Татары, довольно стремительно прибежав под замок, видно, не ожидали, что имели время подпалить мост или даже подготовиться к этому. Они думали, что доберутся до первых ворот без препятствия, подложат огонь и овладеют двором, заняв который, легко принудят к сдаче верхний замок. Пожар, который их приветствовал, вместе ошарашил и пробудил злость. Насколько можно было увидеть при зареве пожара, значительная часть сразу набросилась на беззащитный городок, в домах уже не было живой души. Самые смелые позакрывались в подземельях, ямах и выкопанных под домами пещерах. Дома стояли пустыми. Те, что имели свиней, ушли с ними в горы, спрятались в известных им пещерах. Поэтому не было, на ком выместить свою злость. Городок, сложенный из хат и лепных глиняных домов, с крышами, крытыми соломой и тростником, легко было поджечь. Была это первая месть за мост, который их задержал. Тут догасали головни, дымя и коптя, когда рядом по углам поселения вспыхнуло пламя. Люди, которые сбежали из домов, ответили огромным стоном. Эти бедные хаты были единственным их убежищем. Поднимались на стены, чтобы увидеть, откуда шло пламя и не удастся ли что-нибудь чудом спасти. Городок, расположенный в долине, виден был, как на ладони.

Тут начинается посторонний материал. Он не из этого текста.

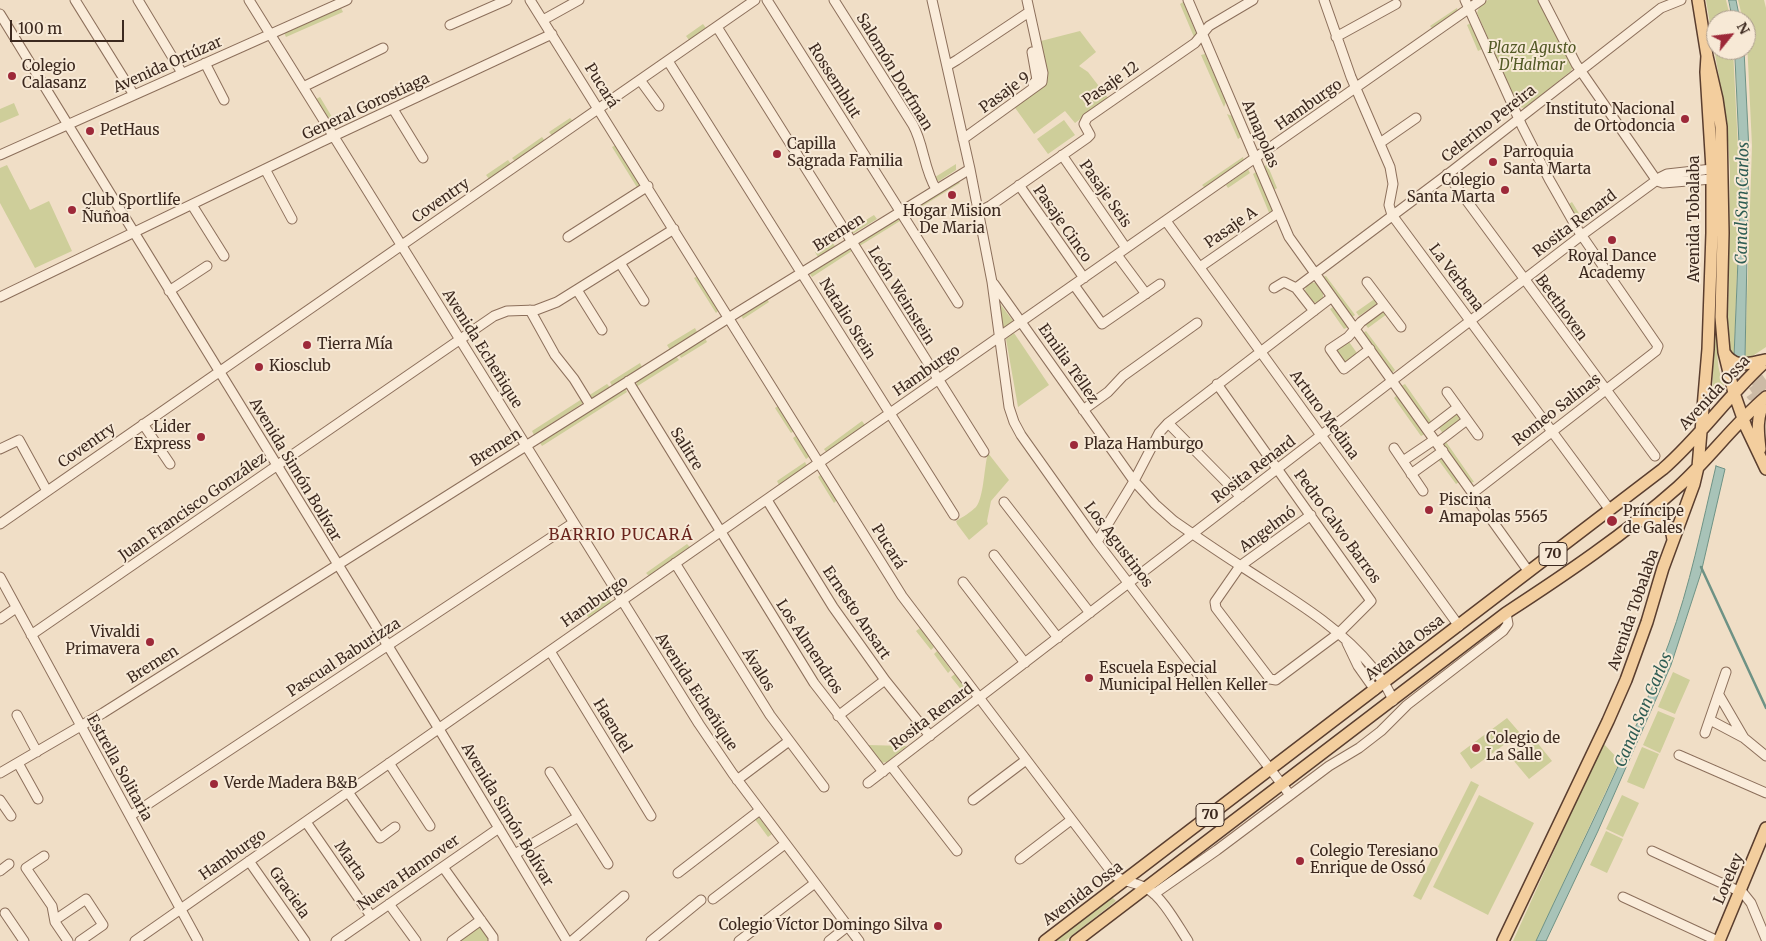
<!DOCTYPE html>
<html>
<head>
<meta charset="utf-8">
<style>
	body { margin:0 }
	#map { position:relative; width:1766px; height:941px; overflow:hidden; background:#f0dec6; font-family:Merriweather,serif }
	canvas { display:block }
	.north { position:absolute; left:1706px; top:10px; width:50px; height:50px; box-sizing:border-box; background:#f7e9d6; border:1px solid #ac9c8d; border-radius:50%; rotate:61deg; font-size:14px; font-weight:700; line-height:20px; text-align:center; color:#3c291f }
	.north::after { content:''; display:block; margin:auto; width:18px; height:22px; background:#9d2939; clip-path:polygon(50% 0,100% 100%,50% 72%,0 100%) }
	.scale { position:absolute; left:10px; top:20px; width:114px; height:22px; box-sizing:border-box; border:2px solid #3c291f; border-top:0; padding-left:6px; font-size:15px; line-height:18px; white-space:nowrap; color:#3c291f; -webkit-text-stroke:4px #f7e9d6; paint-order:stroke }
</style>
</head>
<body>
<div id="map">
<canvas width="1766" height="941"></canvas>
<div class="north">N</div>
<div class="scale">100 m</div>
</div>
<script>
const g = document.querySelector('canvas').getContext('2d');
g.lineJoin = 'round';
function fillPath(path, color) { g.fillStyle = color; g.fill(path, 'evenodd'); }
function strokePath(path, color, width, dash) { g.strokeStyle = color; g.lineWidth = width; g.lineCap = dash ? 'butt' : 'round'; g.setLineDash(dash || []); g.stroke(path); }
function label(font, color, halo, rows, align = 'center') {
  g.font = font + ' Merriweather,serif'; g.lineWidth = 4; g.setLineDash([]); g.textBaseline = 'middle'; g.strokeStyle = halo; g.fillStyle = color; for (const [text, x, y, turn = 0] of rows) {
    g.save(); g.translate(x, y); g.rotate((+turn || 0) * Math.PI / 180); g.textAlign = isNaN(turn) ? turn : align; if (halo) g.strokeText(text, 0, 0); g.fillText(text, 0, 0); g.restore();
  }
}
fillPath(new Path2D(`
	M1488 0H1539L1573 66 1571 71 1525 108 1518 107 1477 13 1480 5Z
	M1706 0H1726L1731 20H1716V50H1733L1740 187 1734 356 1745 358 1752 146 1746 20H1743L1738 0H1764L1766 8V347L1745 361 1734 359 1730 351 1728 321 1730 171 1727 125Z
	M1183 2 1197 35 1194 37 1180 4Z
	M341 8 343 12 286 37 284 33Z
	M1457 8 1458 12 1433 29 1430 26Z
	M1471 23 1482 49 1478 51 1467 25Z
	M703 24 706 28 689 40 686 36Z
	M1080 31 1096 52 1079 66 1088 72 1108 98 1075 123 1065 111 1034 134 1013 105 1047 80 1037 42Z
	M1205 54 1226 102 1224 107 1201 55Z
	M320 97 335 122 332 124 316 99Z
	M14 103 19 115 0 123V109Z
	M1227 114 1232 116 1241 137 1238 139Z
	M570 118 573 121 552 136 549 132Z
	M1064 120 1075 135 1048 154 1037 139Z
	M542 137 545 141 515 161 512 158Z
	M616 145 642 186 638 189 612 147Z
	M1243 157 1244 161 1205 188 1202 185Z
	M508 160 511 164 489 179 486 175Z
	M956 164V170L939 181 932 179Z
	M1267 164 1277 188 1274 190 1264 167Z
	M7 165 30 210 49 201 72 251 35 268 0 203V168Z
	M1248 169 1250 173 1228 188 1226 185Z
	M1256 172 1274 213 1270 215 1253 174Z
	M958 181 960 183 908 215 907 212Z
	M1572 202 1585 223 1581 225 1569 204Z
	M874 215 877 219 854 233H850L848 231Z
	M898 218 900 221 858 247V242Z
	M832 242 835 246 818 257 815 252Z
	M849 248 852 251 812 277 809 273Z
	M698 276 719 310 716 313 694 278Z
	M1326 276 1355 315 1351 318 1323 277Z
	M1310 282 1316 283 1323 293V300L1317 303 1312 302 1305 292 1306 285Z
	M1376 298 1379 302 1359 316 1356 312Z
	M767 299 769 302 743 319 741 315Z
	M998 301 1013 321 1004 328 1002 326Z
	M1333 307 1348 327 1344 329 1330 309Z
	M1385 310 1387 314 1368 328 1365 324Z
	M695 328 697 332 670 350 667 345Z
	M1714 328H1717C1719 347 1714 367 1725 384L1712 400Z
	M1366 331 1395 370 1392 373 1363 333Z
	M1014 333 1049 385 1018 407 1006 339Z
	M705 338 707 342 681 358 679 355Z
	M1347 339 1359 356 1344 367 1332 350Z
	M676 356 679 360 636 387 637 381Z
	M640 363 642 367 612 386 610 382Z
	M607 384 610 387 591 399 588 396Z
	M1405 384 1433 424 1430 427 1401 386Z
	M625 388 627 392 542 446 540 443Z
	M1397 395 1425 434 1421 436 1394 398Z
	M582 399 583 403 534 435 532 431Z
	M778 406 794 431 791 433 775 408Z
	M1457 411 1464 420 1444 435 1437 425Z
	M862 421 865 425 826 452 824 449Z
	M797 435 810 456 806 459 793 438Z
	M1444 439 1474 482 1470 483 1441 442Z
	M988 453 1009 480 991 501 987 521 988 524 969 540 957 524 956 521C963 517 971 512 976 507 984 497 984 467 988 453Z
	M1441 456 1459 482 1456 484 1437 458Z
	M805 462 807 466 779 485 777 481Z
	M821 474 837 500 834 503 818 477Z
	M687 544 690 547 649 576 646 573Z
	M609 598 611 602 589 618 586 614Z
	M920 628 934 647 931 650 916 631Z
	M937 651 951 670 948 673 934 654Z
	M1673 672 1690 680 1675 714 1658 707Z
	M955 674 970 694 966 696 951 677Z
	M1658 711 1675 718 1660 753 1643 745Z
	M1507 718 1520 733 1471 769 1460 753Z
	M1532 736 1552 761 1529 779 1508 754Z
	M1603 743 1620 761 1536 941H1513Z
	M867 745 907 746 887 762 881 763Z
	M1642 747 1659 754 1644 789 1627 782Z
	M1471 781 1479 785 1421 900 1413 896Z
	M1479 795 1534 823 1488 915 1433 887Z
	M1622 795 1639 803 1623 837 1606 829Z
	M757 815 772 834 768 837 754 818Z
	M1606 831 1623 839 1607 873 1590 865Z
	M1112 897 1116 901 1065 941H1055Z
	M481 923 492 941H456Z`), '#cece9a');
const water = new Path2D(`
	M1729 0H1736L1740 20H1733Z
	M1735 50H1744L1749 151 1745 358 1734 357 1741 187Z
	M1716 466 1725 469 1701 573 1671 665 1598 831 1546 941H1536C1582 842 1632 745 1669 643 1690 586 1702 525 1716 466Z`);
fillPath(water, '#a8c3b8');
strokePath(water, '#6e9285', 1);
strokePath(new Path2D(`
	M1701 567 1766 708`), '#6e9285', 2.5);
strokePath(new Path2D(`
	M1766 380 1751 391 1753 394 1766 385`), '#ccbaa5', 14, [14, 7]);
const minor = new Path2D(`
	M75 0 134 95
	M138 0 182 73
	M249 0 699 724 733 774 859 941
	M530 0 902 596 1113 874C1122 882 1135 882 1146 888 1162 896 1178 926 1188 941
	M767 0 958 303
	M834 0 913 125C924 145 924 170 936 189
	M932 0 970 169 992 282 1009 407 1014 422 1021 435 1097 542 1290 795
	M1188 0 1289 237 1529 572
	M1324 0 1351 77 1390 167 1393 184 1389 205 1392 215 1610 510
	M1465 0 1522 126 1549 179 1578 230 1658 346 1656 351 1473 493
	M1543 0 1576 64 1657 181
	M0 14 439 729 567 941
	M543 20 579 0
	M450 25 507 0
	M717 27 984 452
	M1336 37 1396 4
	M1032 52 1037 80 1033 84
	M668 61 954 515
	M205 63 224 100
	M947 66 957 60 1029 12
	M640 80 659 106
	M303 87 383 48
	M393 109 423 158
	M963 139 1042 82 1043 73 1027 0
	M1380 143 1416 118
	M0 155 347 0
	M1062 155 1126 248
	M265 169 292 219
	M1447 174 1655 456
	M1657 181 1663 183 1712 179
	M1019 185 1084 278
	M192 205 224 256
	M978 212 990 206 1087 138 1090 135 1084 124 1087 118 1195 43 1209 26 1253 0
	M1166 221 1459 626
	M568 237 648 186
	M1117 255 1146 294
	M620 263 644 301
	M1200 267 1278 213
	M1367 282 1401 327
	M994 284 1134 481 1155 504 1174 521C1197 537 1220 553 1244 568 1290 598 1338 625 1373 668 1381 679 1389 688 1393 701
	M1074 285 1102 324 1160 284
	M1274 288 1284 282 1296 288
	M577 290 602 330
	M169 291 207 266
	M0 297 321 142 552 34
	M530 310 555 355 574 379 590 405
	M1314 311 1296 288 1452 171 1661 8 1681 0
	M1370 349 1344 369 1330 349 1348 337 1361 322 1384 305
	M628 381 814 683 883 772
	M1217 384 1371 601 1339 633 1276 680 1270 679 1216 608 1215 602 1240 566 1311 515
	M1447 392 1478 435
	M1083 410 1108 392 1123 376 1197 323
	M1168 423 1241 497
	M143 424 170 464
	M1428 430 1458 407
	M1437 443 1467 420
	M1394 448 1423 491
	M0 449 19 440 47 491
	M1403 461 1434 440
	M1411 474 1443 451
	M767 500 833 607 885 680 930 736
	M1004 502 1090 613
	M0 524 755 0
	M1097 542 1134 481 1159 433 1168 423 1332 297
	M994 555 1058 638
	M675 563 770 715 824 787
	M0 577 198 941
	M963 582 1025 663
	M0 619 16 608
	M31 635 494 316 507 311 536 310 557 302 674 229
	M1347 643 1358 666 1375 690
	M550 651 651 816
	M1719 695 1744 738
	M17 715 37 752
	M838 716 885 680
	M1710 720 1744 738 1766 756
	M1705 733 1726 672
	M1679 755 1766 793
	M18 763 38 799
	M389 763 430 826
	M891 766 957 851
	M550 772 608 864
	M0 773 103 713 738 312 970 169
	M737 780 789 741
	M868 783 1582 235 1661 177 1667 174 1712 169
	M348 792 380 838 395 827
	M0 800 11 816
	M973 800 1026 760
	M130 816 573 523
	M306 822 371 916
	M1652 851 1743 893 1751 903 1766 939
	M515 854 578 817
	M44 856 26 868 52 906 55 922 68 941
	M1020 859 1071 820
	M249 861 305 941
	M443 867 493 937V941
	M0 871 9 864
	M678 873 760 810
	M1154 894 1217 850 1329 766 1359 748 1381 731 1407 705 1503 631 1508 624 1506 613
	M1623 897 1718 941
	M713 899 785 844
	M389 904 416 941
	M5 913 24 941
	M55 920 86 899 103 925 80 941
	M135 941 1481 0
	M336 941 499 828
	M452 941 481 920
	M572 941 624 896
	M651 941 701 900
	M739 941 815 883
	M829 941 848 926`);
const major = new Path2D(`
	M1698 0 1707 56 1717 99 1721 127 1723 233 1721 317 1724 352 1734 393 1746 427 1766 469
	M1724 352C1735 370 1749 363 1766 360
	M1760 449C1758 432 1756 417 1765 401
	M1636 521C1653 519 1672 519 1673 540
	M1045 941 1663 469C1701 436 1729 394 1766 361
	M1076 941 1506 613C1566 574 1625 534 1678 487 1709 459 1734 424 1766 397
	M1503 941 1608 721 1626 680 1647 622 1663 568 1694 484 1698 467 1708 349 1712 233V169L1706 72 1707 56
	M1719 941 1766 828`);
strokePath(minor, '#8c6f5b', 11);
strokePath(major, '#5a3e2f', 14);
strokePath(minor, '#faecda', 9);
strokePath(major, '#f3ce9e', 11);
for (const [x, y, r, color] of [
	[12,76,5,"#9d2939"],
	[1685,119,5,"#9d2939"],
	[90,131,5,"#9d2939"],
	[777,154,5,"#9d2939"],
	[1493,162,5,"#9d2939"],
	[1505,190,5,"#9d2939"],
	[952,195,5,"#9d2939"],
	[72,210,5,"#9d2939"],
	[1612,240,5,"#9d2939"],
	[307,345,5,"#9d2939"],
	[259,367,5,"#9d2939"],
	[201,437,5,"#9d2939"],
	[1074,445,5,"#9d2939"],
	[1429,510,5,"#9d2939"],
	[1612,521,6,"#9d2939"],
	[150,642,5,"#9d2939"],
	[1089,678,5,"#9d2939"],
	[1476,748,5,"#9d2939"],
	[214,784,5,"#9d2939"],
	[1300,861,5,"#9d2939"],
	[938,926,5,"#9d2939"]
]) { const dot = new Path2D(); dot.arc(x, y, r, 0, 2 * Math.PI); g.fillStyle = color; g.fill(dot); strokePath(dot, '#f7e9d6', 2); }
for (const [x, y, w] of [
	[1553,554,28],
	[1210,815,28]
]) { const box = new Path2D(); box.roundRect(x - w / 2, y - 11.5, w, 23, 4); g.fillStyle = '#f7e9d6'; g.fill(box); strokePath(box, '#3c291f', 1); }
label('bold 14px', '#3c291f', null, [
	["70",1553,554],
	["70",1210,815]
]);
label('italic 15px', '#525925', '#f7e9d6', [
	["Plaza Agusto",1532,49],
	["D'Halmar",1532,66]
]);
label('15px', '#3c291f', '#f7e9d6', [
	["Avenida Ortúzar",168,65,-24],
	["Salomón Dorfman",894,72,59],
	["Rossemblut",834,81,58],
	["Pasaje 12",1111,84,-35],
	["Pucará",601,86,58],
	["Pasaje 9",1005,93,-36],
	["Hamburgo",1309,105,-35],
	["General Gorostiaga",366,107,-25],
	["Celerino Pereira",1489,124,-38],
	["Amapolas",1260,134,67],
	["Pasaje Seis",1105,194,55],
	["Coventry",441,201,-35],
	["Avenida Tobalaba",1695,219,-90],
	["Pasaje Cinco",1062,224,55],
	["Rosita Renard",1575,224,-37],
	["Pasaje A",1231,228,-35],
	["Bremen",839,233,-32],
	["La Verbena",1456,278,53],
	["León Weinstein",901,296,58],
	["Beethoven",1561,308,54],
	["Natalio Stein",847,319,58],
	["Avenida Echeñique",482,349,58],
	["Emilia Téllez",1068,364,55],
	["Hamburgo",927,371,-35],
	["Avenida Ossa",1715,393,-47],
	["Romeo Salinas",1557,410,-38],
	["Arturo Medina",1324,415,54],
	["Coventry",87,446,-35],
	["Bremen",496,448,-32],
	["Salitre",686,449,58],
	["Avenida Simón Bolívar",295,470,59],
	["Rosita Renard",1254,470,-37],
	["Juan Francisco González",193,507,-35],
	["Pedro Calvo Barros",1337,527,54],
	["Angelmó",1268,530,-36],
	["Los Agustinos",1118,545,53],
	["Pucará",888,547,58],
	["Hamburgo",595,602,-35],
	["Avenida Tobalaba",1634,610,-71],
	["Ernesto Ansart",856,613,56],
	["Los Almendros",809,647,57],
	["Avenida Ossa",1405,648,-38],
	["Pascual Baburizza",344,658,-33],
	["Bremen",153,665,-32],
	["Ávalos",758,670,58],
	["Avenida Echeñique",696,692,57],
	["Rosita Renard",932,717,-37],
	["Haendel",612,726,59],
	["Estrella Solitaria",119,768,61],
	["Avenida Simón Bolívar",507,815,59],
	["Hamburgo",233,855,-35],
	["Marta",350,861,55],
	["Nueva Hannover",409,873,-35],
	["Loreley",1729,879,-67],
	["Graciela",289,893,55],
	["Avenida Ossa",1083,894,-37]
]);
label('15px', '#3c291f', '#f7e9d6', [
	["Colegio",22,67],
	["Calasanz",22,84],
	["Instituto Nacional",1675,110,"right"],
	["de Ortodoncia",1675,127,"right"],
	["PetHaus",100,131],
	["Capilla",787,145],
	["Sagrada Familia",787,162],
	["Parroquia",1503,153],
	["Santa Marta",1503,170],
	["Colegio",1495,181,"right"],
	["Santa Marta",1495,198,"right"],
	["Club Sportlife",82,201],
	["Ñuñoa",82,218],
	["Hogar Mision",952,212,"center"],
	["De Maria",952,229,"center"],
	["Royal Dance",1612,257,"center"],
	["Academy",1612,274,"center"],
	["Tierra Mía",317,345],
	["Kiosclub",269,367],
	["Lider",191,428,"right"],
	["Express",191,445,"right"],
	["Plaza Hamburgo",1084,445],
	["Piscina",1439,501],
	["Amapolas 5565",1439,518],
	["Príncipe",1623,512],
	["de Gales",1623,529],
	["Vivaldi",140,633,"right"],
	["Primavera",140,650,"right"],
	["Escuela Especial",1099,669],
	["Municipal Hellen Keller",1099,686],
	["Colegio de",1486,739],
	["La Salle",1486,756],
	["Verde Madera B&B",224,784],
	["Colegio Teresiano",1310,852],
	["Enrique de Ossó",1310,869],
	["Colegio Víctor Domingo Silva",928,926,"right"]
], 'left');
label('italic 16px', '#2e5c53', '#f7e9d6', [
	["Canal San Carlos",1743,203,-89],
	["Canal San Carlos",1644,710,-67]
]);
g.letterSpacing = '1px';
label('16px', '#6a241d', '#f7e9d6', [
	["BARRIO PUCARÁ",621,535]
]);
g.letterSpacing = '0px';
</script>
</body>
</html>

Слабый ещё дым пробивался из нескольких пожарищ, медленно добываясь густыми красными клубами из-под крыш. Среди рынка, заборов и в садах крутились кучки дичи, мародёрствуя, перетрясая убежища и ища тех, что могли в них схорониться. Иногда какой-нибудь болезненный стон и радостный крик долетали вместе. Пожар распространялся быстро, потому что татары помнили о том, чтобы подложить огонь со стороны ветра и иметь в помощь его стремительность, который нёс искры и головни на крыши. Ещё ширше, чем перед тем от моста, засветилась околица, даже ближайшие горы зарумянились заревами, которые облака, мчащиеся по небу, отражали как зеркала.